As the answer, give a copy of each line below that includes the word "Kasanzu".
**********
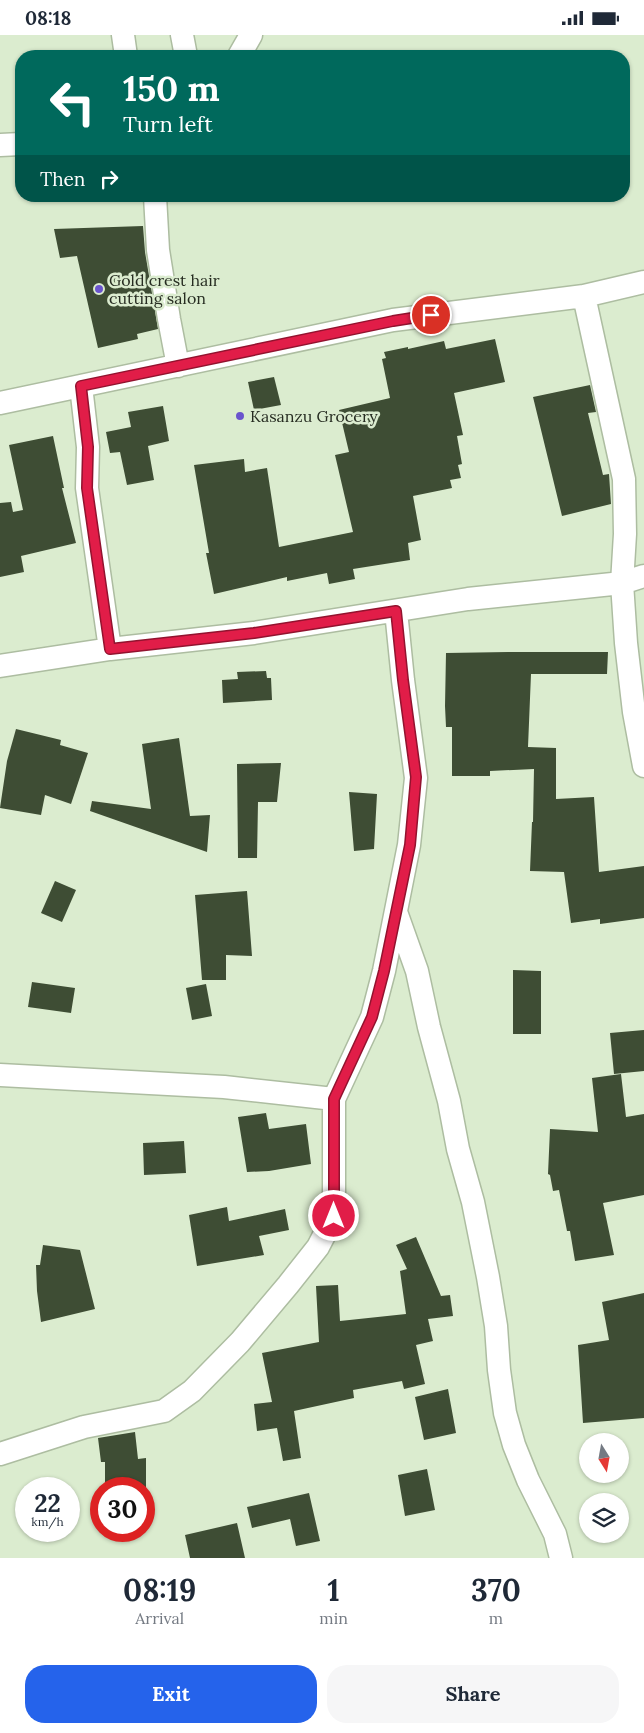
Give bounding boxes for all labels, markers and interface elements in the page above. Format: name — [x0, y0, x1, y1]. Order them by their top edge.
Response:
text: 08:18 — [25, 6, 71, 30]
text: 150 m — [123, 66, 220, 111]
icon: left — [40, 70, 105, 135]
text: Turn left — [123, 110, 213, 138]
icon: right — [95, 165, 123, 193]
text: Then — [40, 167, 85, 191]
place label: Gold crest hair cutting salon — [109, 270, 220, 308]
marker: Gold crest hair cutting salon — [93, 283, 105, 295]
pin — [410, 294, 452, 336]
icon: arrive — [417, 301, 445, 329]
place label: Kasanzu Grocery — [250, 406, 378, 426]
marker: Kasanzu Grocery — [234, 410, 246, 422]
position arrow — [307, 1189, 359, 1241]
north arrow — [579, 1433, 629, 1483]
map controls — [579, 1433, 629, 1543]
speed limit sign: 30 — [90, 1477, 155, 1542]
text: 22 — [34, 1487, 61, 1519]
button: layers — [579, 1493, 629, 1543]
text: km/h — [31, 1514, 64, 1529]
text: 08:19 — [123, 1571, 196, 1609]
text: 1 — [328, 1571, 340, 1609]
text: 370 — [471, 1571, 521, 1609]
text: Arrival — [135, 1608, 184, 1628]
text: min — [319, 1608, 348, 1628]
text: m — [489, 1608, 503, 1628]
button: Exit — [25, 1665, 317, 1723]
button: Share — [327, 1665, 619, 1723]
**********
**Result**.
place label: Kasanzu Grocery — [250, 406, 378, 426]
marker: Kasanzu Grocery — [234, 410, 246, 422]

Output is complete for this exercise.